Final answer:
A function ensures that every input has exactly one output. It can represent relationships, such as those found in equations of lines or growth rates. The Vertical Line Test can be used to confirm if a relationship is a function by checking that a graph intersects vertical lines at only one point.
Step-by-step explanation:
To determine if something is a function, you need to verify if every input (often represented by the variable x) has exactly one output (often represented by the variable y). In terms of economic models, functions represent relationships between variables such as price and demand. A mathematical function can be as simple as a definition, such as 'Professor = Adam Smith', implying a one-to-one relationship.
To illustrate further, let’s consider the equation of a line, an example of a function. It has a slope (rate of change) and an intercept (starting value).
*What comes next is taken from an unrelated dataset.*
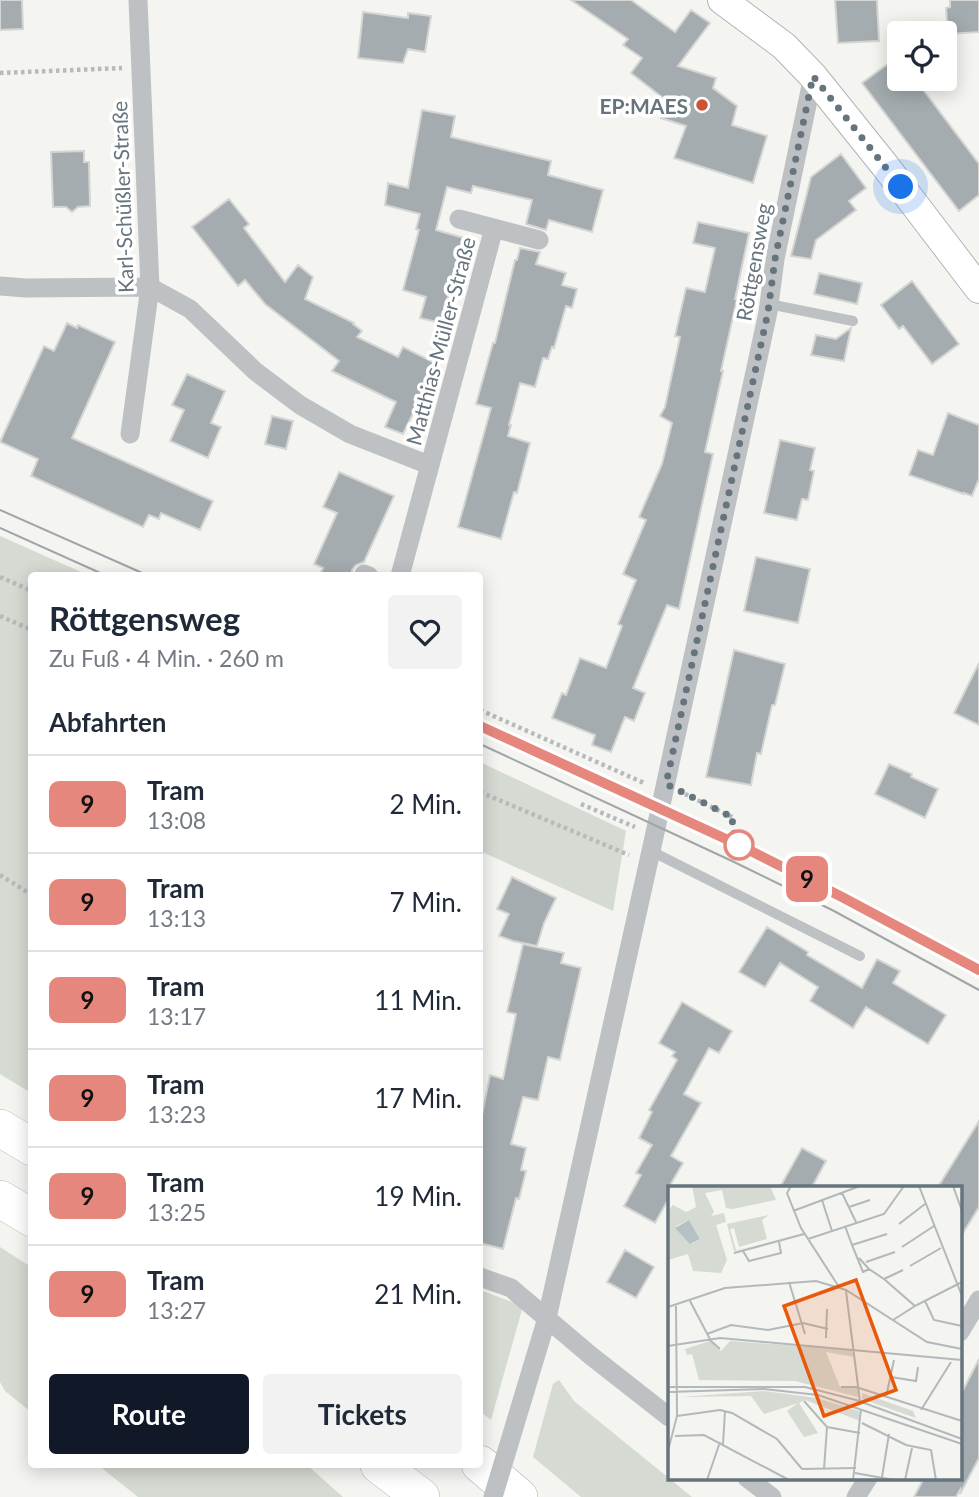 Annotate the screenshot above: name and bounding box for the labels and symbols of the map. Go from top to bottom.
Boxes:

When you change the slope or the intercept of a line, you are manipulating the function. Computing and interpreting a growth rate involves understanding the percentage change, which is another function at work.
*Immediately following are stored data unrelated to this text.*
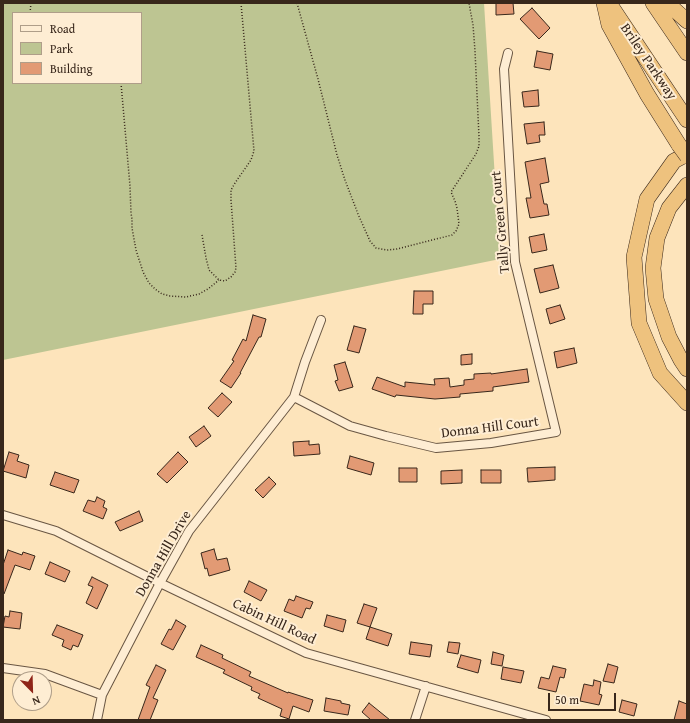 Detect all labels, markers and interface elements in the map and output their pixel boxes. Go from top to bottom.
legend [12,12,142,84]
text: Road [50,20,75,37]
street label: Briley Parkway [616,21,680,103]
text: Park [50,40,73,57]
text: Building [50,60,93,77]
street label: Tally Green Court [488,170,514,274]
street label: Donna Hill Court [440,414,540,442]
street label: Donna Hill Drive [133,508,195,600]
street label: Cabin Hill Road [230,595,318,649]
north arrow [12,671,52,711]
scale bar [550,685,618,711]
text: 50 m [555,691,579,708]
text: N [30,692,43,710]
When you read or manipulate a graph, you are often observing the graphical representation of a function. The critical test for a function is that for any given x-value (input), there should be only one corresponding y-value (output). This is sometimes called the Vertical Line Test because in a graph, a vertical line at any x-value should intersect the function's curve at only one point.
From the examples given about even and odd functions, we see more properties of functions. If a function is even, its graph is symmetric about the y-axis, like x². An odd function, such as x³, has a graph that is symmetric about the origin. The product of two even functions, or two odd functions, will result in an even function. However, when an odd function is multiplied by an even function, the resulting function is odd.